Here is what I know for sure from discussions with doctors before the previous pump revision surgery. They can revise it only a limited number of times before having to remove it with the hope of eventually placing it on the other side of my stomach and switching the catheter routing around.
Moving it to the other side involves not having the pump at all for a time (several months), which involves losing a significant amount of physical ability and cognitive ability because the oral medications do not work very well and are sedating. Recovery time from surgery in and of itself appears to be longer for me than anyone ever estimates and the more surgeries you have, the more risk for infection. Of course, the skin breaking open is also is a huge infection risk.

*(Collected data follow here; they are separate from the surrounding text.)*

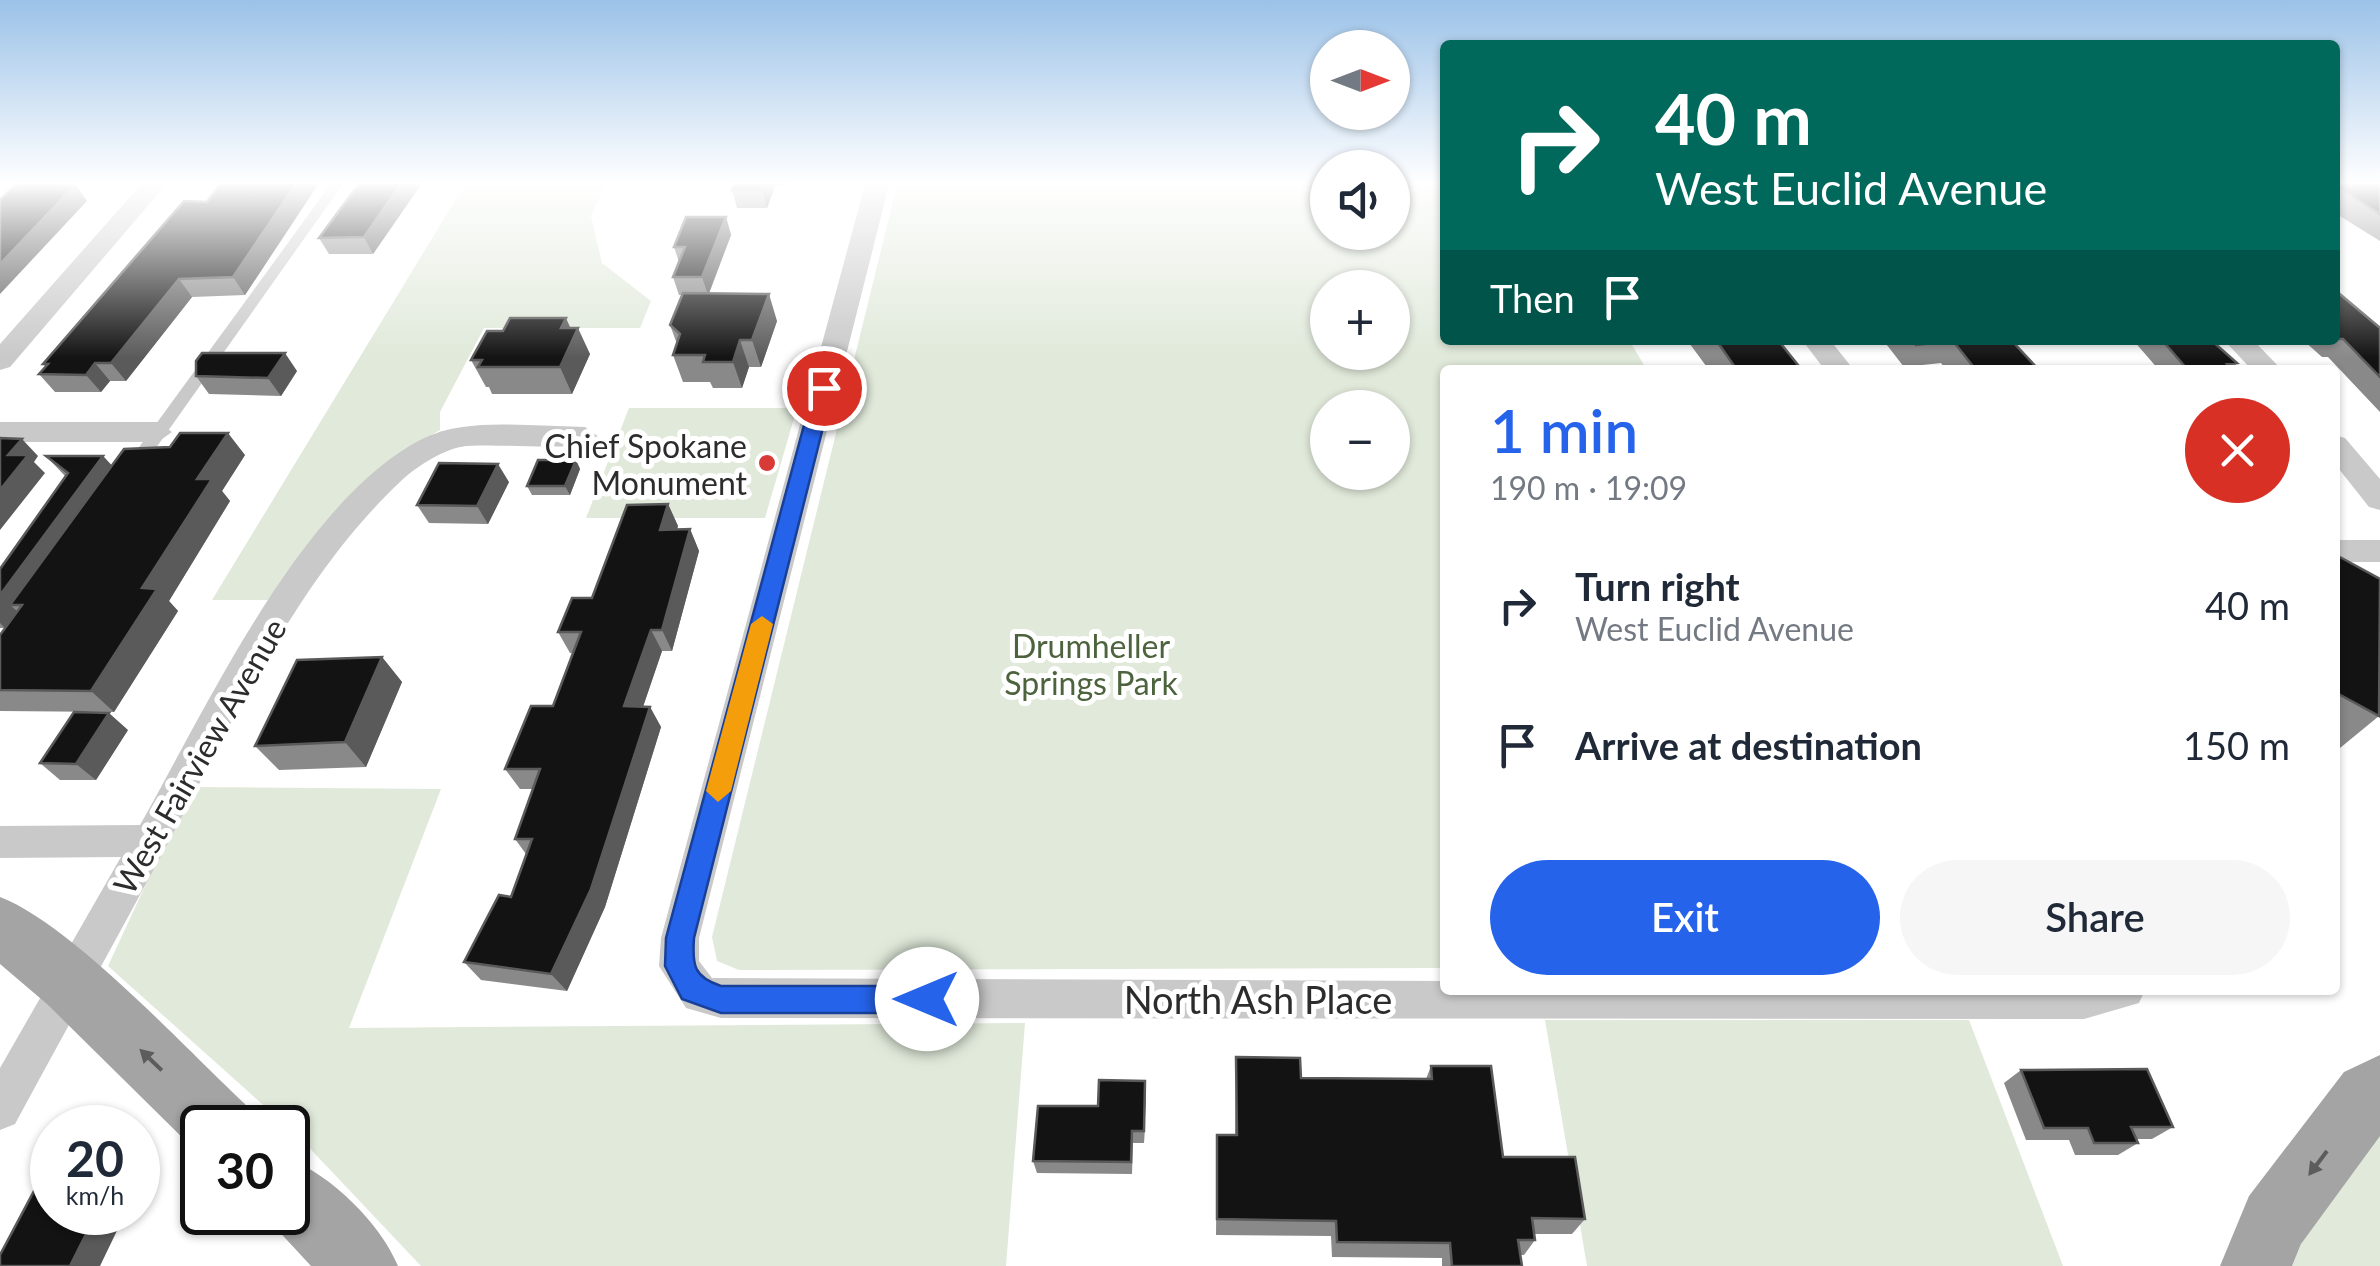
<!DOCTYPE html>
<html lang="en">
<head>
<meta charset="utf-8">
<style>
	body { margin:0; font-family:Lato,sans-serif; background:#f6f6f7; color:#1f2937; height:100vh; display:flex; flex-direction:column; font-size:38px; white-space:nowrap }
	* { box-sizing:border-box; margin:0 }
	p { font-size:32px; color:#747a83 }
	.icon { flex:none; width:55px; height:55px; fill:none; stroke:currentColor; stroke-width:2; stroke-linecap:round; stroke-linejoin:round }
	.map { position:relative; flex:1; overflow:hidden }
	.details { position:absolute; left:1440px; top:365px; width:900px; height:630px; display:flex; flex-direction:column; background:#fff; border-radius:10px; box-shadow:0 2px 8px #0004 }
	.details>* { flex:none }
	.guide { position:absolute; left:1440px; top:40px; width:900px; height:305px; border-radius:10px; box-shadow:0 2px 8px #0004; background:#00695c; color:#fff; overflow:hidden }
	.needle { width:65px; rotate:90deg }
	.fabs { position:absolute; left:1310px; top:30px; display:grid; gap:20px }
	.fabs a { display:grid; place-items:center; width:100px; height:100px; border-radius:50%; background:#fff; box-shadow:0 2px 8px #0004; font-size:50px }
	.speed { position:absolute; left:30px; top:1105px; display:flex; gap:20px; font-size:50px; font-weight:700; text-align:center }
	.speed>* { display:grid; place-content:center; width:130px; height:130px; border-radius:50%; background:#fff; box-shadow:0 2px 8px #0004; line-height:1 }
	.speed small { font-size:25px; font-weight:400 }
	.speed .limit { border:5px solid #111; border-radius:15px; background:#fff; color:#111 }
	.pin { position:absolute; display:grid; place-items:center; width:85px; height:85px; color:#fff; margin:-42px; border:5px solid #fff; border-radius:50%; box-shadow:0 2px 10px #0007 }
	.me { position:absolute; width:110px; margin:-55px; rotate:270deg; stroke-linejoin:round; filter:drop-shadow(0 0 8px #0008) }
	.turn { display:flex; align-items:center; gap:35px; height:210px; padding:0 50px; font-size:45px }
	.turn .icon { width:130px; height:130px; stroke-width:2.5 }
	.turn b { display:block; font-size:70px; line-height:85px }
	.then { display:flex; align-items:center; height:95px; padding:0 50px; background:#0003; gap:20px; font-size:38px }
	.round { display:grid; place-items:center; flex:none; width:105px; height:105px; border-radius:52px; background:#f6f6f7 }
	.overview { display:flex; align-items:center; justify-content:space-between; height:170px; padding:0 50px }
	h1 { font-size:60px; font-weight:600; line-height:75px; color:#2563eb }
	.cta { display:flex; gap:20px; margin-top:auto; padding:20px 50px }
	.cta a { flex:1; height:115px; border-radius:60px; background:#2563eb; color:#fff; font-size:40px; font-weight:600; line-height:115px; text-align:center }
	.cta a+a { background:#f6f6f7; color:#1f2937 }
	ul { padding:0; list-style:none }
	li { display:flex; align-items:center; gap:30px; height:140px; padding:0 50px }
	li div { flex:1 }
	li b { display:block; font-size:38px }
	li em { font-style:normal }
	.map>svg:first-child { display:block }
	.green { fill:#e0e9da; fill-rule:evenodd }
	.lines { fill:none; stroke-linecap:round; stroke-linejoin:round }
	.service { fill:#c9c9c9; fill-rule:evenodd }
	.minor { fill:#c9c9c9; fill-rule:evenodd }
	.primary { fill:#a4a4a4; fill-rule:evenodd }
	.wall { fill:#898989 }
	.shaded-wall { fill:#5a5a5a }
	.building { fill:#131313; stroke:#5a5a5a; stroke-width:2.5 }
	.oneway { fill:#5c5c5c }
	.route { fill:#2563eb; stroke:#184099; stroke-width:2.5 }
	.slow { fill:#f59e0b }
	.poi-dot { fill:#d83a38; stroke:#fff; stroke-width:4 }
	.labels { text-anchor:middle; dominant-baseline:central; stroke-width:10; stroke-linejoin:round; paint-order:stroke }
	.poi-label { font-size:32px; fill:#2c2c2c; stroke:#fff; text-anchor:end }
	.park-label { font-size:32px; fill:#4c633d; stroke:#fff }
	.street-label { font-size:32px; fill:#2c2c2c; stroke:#fff }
	.near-street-label { font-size:38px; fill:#2c2c2c; stroke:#fff }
</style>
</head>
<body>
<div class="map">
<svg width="2380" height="1266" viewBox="0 0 2380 1266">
	<rect width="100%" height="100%" fill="#fff"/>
	<!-- green -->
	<path class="green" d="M467,181H608L591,216L602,263L651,301L640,328H484L440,412V430C369,467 319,541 268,600H212Z
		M898,181H1327L1328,232H1392L1393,181H1445V340H1629L1647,370H1445V968L739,970L717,961L712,937ZM1328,288H1392V352H1328ZM1328,408H1392V472H1328Z
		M629,408H797L765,518H586Z
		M191,787L441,789L349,1028L1025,1023L1006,1266H421L300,1138L108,966Z
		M1545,1020H1969L2063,1266H1587Z
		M2380,1132V1266H2292L2305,1235Z"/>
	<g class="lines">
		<!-- service -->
		<path class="service" d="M333,181H345L141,469H129L127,465L129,461Z"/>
		<!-- minor -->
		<path class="minor" d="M144,181H169L10,367L0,370V344Z
			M866,181H890L699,938V961L712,978L1445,981V990H2145L2139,1003L2084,1019L721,1018L686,1008L659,966L661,938Z
			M1802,340H1830L1854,370H1825Z
			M2224,340H2253L2282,370H2252Z
			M0,422H158L172,432L158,442H0Z
			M528,425L585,427L599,437C589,455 487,441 460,447C439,452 416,467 401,481C302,574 241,705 178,824C125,924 69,1024 15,1124L0,1130V1068L121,857L0,858V826L140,825C206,709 301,501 422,439C454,423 493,424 528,425Z
			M2335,435L2345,438L2380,479V510L2369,507L2335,464Z
			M2335,540H2380V562H2335Z"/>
		<!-- primary -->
		<path class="primary" d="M0,897C71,924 185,1048 245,1104L255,1128H202V1155L197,1152L47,1004L0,964Z
			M2380,1055V1136L2301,1244L2292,1266H2220L2249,1196L2344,1072Z
			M288,1158C332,1176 380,1223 398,1266H311L261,1212H288Z"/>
	</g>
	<!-- wall -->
	<path class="wall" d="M735,181H788L786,186H775L767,208H737L732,190Z
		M2335,181L2380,183V241L2335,213Z
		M319,183L245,295L192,297L126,381H110L101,392H55L39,374L46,367L43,364L207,202Z
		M420,186L373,254H329L319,238Z
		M726,217L731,235L709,294L777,321L761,367H749L742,388H713L710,382H683L673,355L677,344L670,325L683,295H679L673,277L679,262L674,247Z
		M2335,290L2380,328V412L2328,357H2322L2303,340H2335Z
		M570,328L590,354L572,394H492L489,387H486L471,360Z
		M1687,340H1778L1802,370H1709Z
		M1883,340H2011L2039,370H1946L1941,363L1904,367Z
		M2133,340H2211L2237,363L2232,370H2159Z
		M297,371L281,396L209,394L196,376Z
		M245,455L222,491L230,501L169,601L178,611L114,712L0,711V635L5,628H0V569L65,476L46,456H103L112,466Z
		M576,460L580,469L570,495H532L527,486Z
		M509,482L488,524L429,523L417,505Z
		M668,504L678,526L677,529H690L699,551L672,651H662L643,707H650L661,727L605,907L567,991L481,980L464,962L511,897L526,854L515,839L533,789H520L505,769L553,706L573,653H570L558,632L592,598Z
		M2338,556L2379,716L2340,748L2335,745V560Z
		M382,657L402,682L366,767L279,770L255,746Z
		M128,730L96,780H60L40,763Z
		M1236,1057L1301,1078L1426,1079L1431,1066L1503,1157L1585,1219L1572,1234H1534L1535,1240L1524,1255H1520L1522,1266H1442V1258L1332,1257L1331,1236L1216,1235L1217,1135H1235Z
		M2021,1070L2173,1127L2152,1139H2136L2138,1143L2118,1155H2075L2069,1140H2026L2004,1083Z
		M1145,1081L1144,1143H1133L1132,1174L1037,1173L1033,1161L1098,1106Z"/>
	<!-- shaded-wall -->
	<path class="shaded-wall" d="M69,181H73L87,201L0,294V264Z
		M298,181H318L319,183L245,295L233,277Z
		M403,181H418L420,186L373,254L364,237Z
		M765,181H774L775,186L767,208L762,190Z
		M726,217L731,235L708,295L702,277Z
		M179,279L192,297L126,381L111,363Z
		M769,294L777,321L761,367L752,340Z
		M566,318L574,336L578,328L590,354L572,394L560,367L561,328Z
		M740,340L749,367L742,388L733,362Z
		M285,353L297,371L281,396L268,378Z
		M95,363L110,381L101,392L86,375Z
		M228,433L245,455L222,491L230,501L169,601L178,611L114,712L91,691L197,479Z
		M22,439L38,456L34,462L45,473L0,530V490L8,455Z
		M103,456L118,472L10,605L17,611L5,628L0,623V595Z
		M576,460L580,469L570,495L565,486Z
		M498,464L509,482L488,524L477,506Z
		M668,504L678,526L670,552L660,530Z
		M690,529L699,551L672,651L662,630Z
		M651,630L662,651L636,727L624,706Z
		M382,657L402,682L366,767L345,742Z
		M650,707L661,727L605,907L567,991L551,974Z
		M109,713L128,730L96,780L76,764Z
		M1145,1081L1146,1093L1144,1143V1131Z
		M138,1162L148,1167L138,1188Z
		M97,1212H126L100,1266H70Z"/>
	<!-- building -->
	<path class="building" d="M19,181H69L65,185H75L0,264V200Z
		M222,181H298L233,277L179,279L111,363H95L86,375L39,374L48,364H43L184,201L207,202Z
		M361,181H403L364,237L319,238Z
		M735,181H765L762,190H732Z
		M2335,181H2377L2380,183V214L2335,186Z
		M686,217H726L702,277H673L685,247H674Z
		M2335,290L2380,328V377L2343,339H2337L2335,337Z
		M683,293L769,294L752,340H740L733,362H703L705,355H673L680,334L670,325Z
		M510,318H566L561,328H578L560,367H478L482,360H471L487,331H503Z
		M1716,340H1778L1802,370H1737Z
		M1912,340H2011L2039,370H1976L1953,341L1916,345Z
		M2162,340H2211L2237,363L2227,364L2232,370H2188Z
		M202,353H285L268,378L196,376V361Z
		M180,433H228L197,479H212L142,588L157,589L91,691L0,690V635L22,605H10L124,449L170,447Z
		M0,438L22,439L8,455H28L0,490Z
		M46,456H103L0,595V569L68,473Z
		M538,460H576L565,486H527Z
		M439,463L498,464L477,506L417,505Z
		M668,504L660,530L690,529L662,630H651L624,706L650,707L591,889L551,974L464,962L499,895L511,897L532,839H515L540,769H505L531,706H553L581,632H558L572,598H592L627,505Z
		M2338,556L2380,579L2379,716L2335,692V561Z
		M382,657L345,742L255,746L297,660Z
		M74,712L109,713L76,764L40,763Z
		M1236,1057L1300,1058L1301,1078L1432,1079L1431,1066H1491L1503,1157H1575L1585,1219L1532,1218L1535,1240H1518L1522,1266H1452L1450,1243L1337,1242L1336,1221L1217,1219V1135H1237Z
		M2147,1069L2173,1127H2131L2138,1143H2094L2088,1128H2044L2021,1070Z
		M1099,1080L1145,1081L1144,1131H1132L1131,1162L1033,1161L1038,1106H1098Z
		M52,1157V1212H97L70,1266H0V1255Z"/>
	<!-- one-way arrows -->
	<defs><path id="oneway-solid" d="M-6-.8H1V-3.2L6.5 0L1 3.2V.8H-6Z" transform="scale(2.5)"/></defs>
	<g class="oneway">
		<use href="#oneway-solid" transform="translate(151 1060) rotate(-136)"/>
		<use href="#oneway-solid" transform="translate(2318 1163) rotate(127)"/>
	</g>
	<!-- sky -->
	<linearGradient id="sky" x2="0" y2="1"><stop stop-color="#9bc2e8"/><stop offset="0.51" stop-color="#fff"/><stop offset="1" stop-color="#fff" stop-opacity="0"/></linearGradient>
	<rect width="2380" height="358" fill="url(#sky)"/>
	<!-- route -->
	<path class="route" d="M824,381L833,388L694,938C692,966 694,977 721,986H927L937,990L941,999L937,1009L927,1013H721L682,999L665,966L666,938L814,388Z"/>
	<!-- slow -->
	<path class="slow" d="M762,616L773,624L731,791L718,802L706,791L751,624Z"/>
	<!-- markers -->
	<circle class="poi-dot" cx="767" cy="463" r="10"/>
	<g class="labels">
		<!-- poi labels -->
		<g class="poi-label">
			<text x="747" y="445">Chief Spokane<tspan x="747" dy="37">Monument</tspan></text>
		</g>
		<!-- park labels -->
		<g class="park-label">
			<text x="1091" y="645">Drumheller<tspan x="1091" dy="37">Springs Park</tspan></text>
		</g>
		<!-- street labels -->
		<g class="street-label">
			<text transform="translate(199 756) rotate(-60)">West Fairview Avenue</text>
		</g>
		<!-- near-street labels -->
		<g class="near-street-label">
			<text x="1258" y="999">North Ash Place</text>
		</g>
	</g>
</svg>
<div class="fabs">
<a><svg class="needle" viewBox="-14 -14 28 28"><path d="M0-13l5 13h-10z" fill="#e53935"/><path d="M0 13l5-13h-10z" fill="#747a83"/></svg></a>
<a><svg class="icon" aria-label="sound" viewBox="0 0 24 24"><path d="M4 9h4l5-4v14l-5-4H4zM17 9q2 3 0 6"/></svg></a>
<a>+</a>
<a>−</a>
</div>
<div class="speed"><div>20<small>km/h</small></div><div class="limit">30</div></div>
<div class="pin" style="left:824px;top:388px;background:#d93025"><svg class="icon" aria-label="arrive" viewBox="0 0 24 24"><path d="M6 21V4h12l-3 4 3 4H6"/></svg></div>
<svg class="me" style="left:927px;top:999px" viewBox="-20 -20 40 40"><circle r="19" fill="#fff"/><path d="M0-13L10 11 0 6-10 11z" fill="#2563eb"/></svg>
<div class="guide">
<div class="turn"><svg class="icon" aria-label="right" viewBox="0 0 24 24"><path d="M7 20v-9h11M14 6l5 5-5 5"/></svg><div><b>40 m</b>West Euclid Avenue</div></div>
<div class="then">Then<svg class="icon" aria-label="arrive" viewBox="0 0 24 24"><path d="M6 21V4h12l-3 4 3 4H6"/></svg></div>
</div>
<section class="details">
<div class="overview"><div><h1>1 min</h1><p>190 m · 19:09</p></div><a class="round" style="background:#d93025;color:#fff"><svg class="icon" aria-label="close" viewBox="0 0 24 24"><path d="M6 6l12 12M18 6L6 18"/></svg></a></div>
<ul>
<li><svg class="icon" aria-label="right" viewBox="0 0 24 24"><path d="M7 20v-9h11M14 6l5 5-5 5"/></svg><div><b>Turn right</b><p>West Euclid Avenue</p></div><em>40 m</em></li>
<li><svg class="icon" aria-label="arrive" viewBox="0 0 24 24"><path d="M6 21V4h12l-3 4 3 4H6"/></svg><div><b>Arrive at destination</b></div><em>150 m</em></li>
</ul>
<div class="cta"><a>Exit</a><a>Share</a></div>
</section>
</div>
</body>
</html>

I suppose my ultimate struggle here with another pump issue is that I simply do not have any idea what my life or functioning would look like were I to lose it. I do realize this is catastrophizing a bit, although I could argue that you did not know what my life was like before the pump. I am still working on that particular story.
There certainly is some irony to being in this frame of mind, and working my story about what it was like before the pump! I actually do not appear to be able to separate these two emotional reactions lately either. It is more emotional to write about than I anticipated and the current issue seems to be exacerbating it for me.
Of course, it is possible that the process of writing my story will eventually make it all look a bit less scary because after all, I did survive it, had adapted to life in the chair, and after the homeless program/nursing home period, I could even say I was happy having my life back with my dogs.
I was happy even if I could not stand up, could not think clearly because of the medications, could not drive, could not work, etc. I was able to get to that point regardless of how difficult it was. As I suspected before writing all of this down today, I am back to the bigger picture and the lesson here.
The truth is that we all have things that we feel enhance the quality of our lives. For me, this is the pump and my dogs; so as a result, I am a bit attached to these, as we all do with whatever it might be that we do not wish to live without. The bigger picture is that all things are impermanent and no amount of holding on tighter changes that.
This seemed to be the lesson from July through the last surgery for me, and clearly is an ongoing struggle for me regarding the pump. Knowing any of this really does not seem to make it any less of a challenge!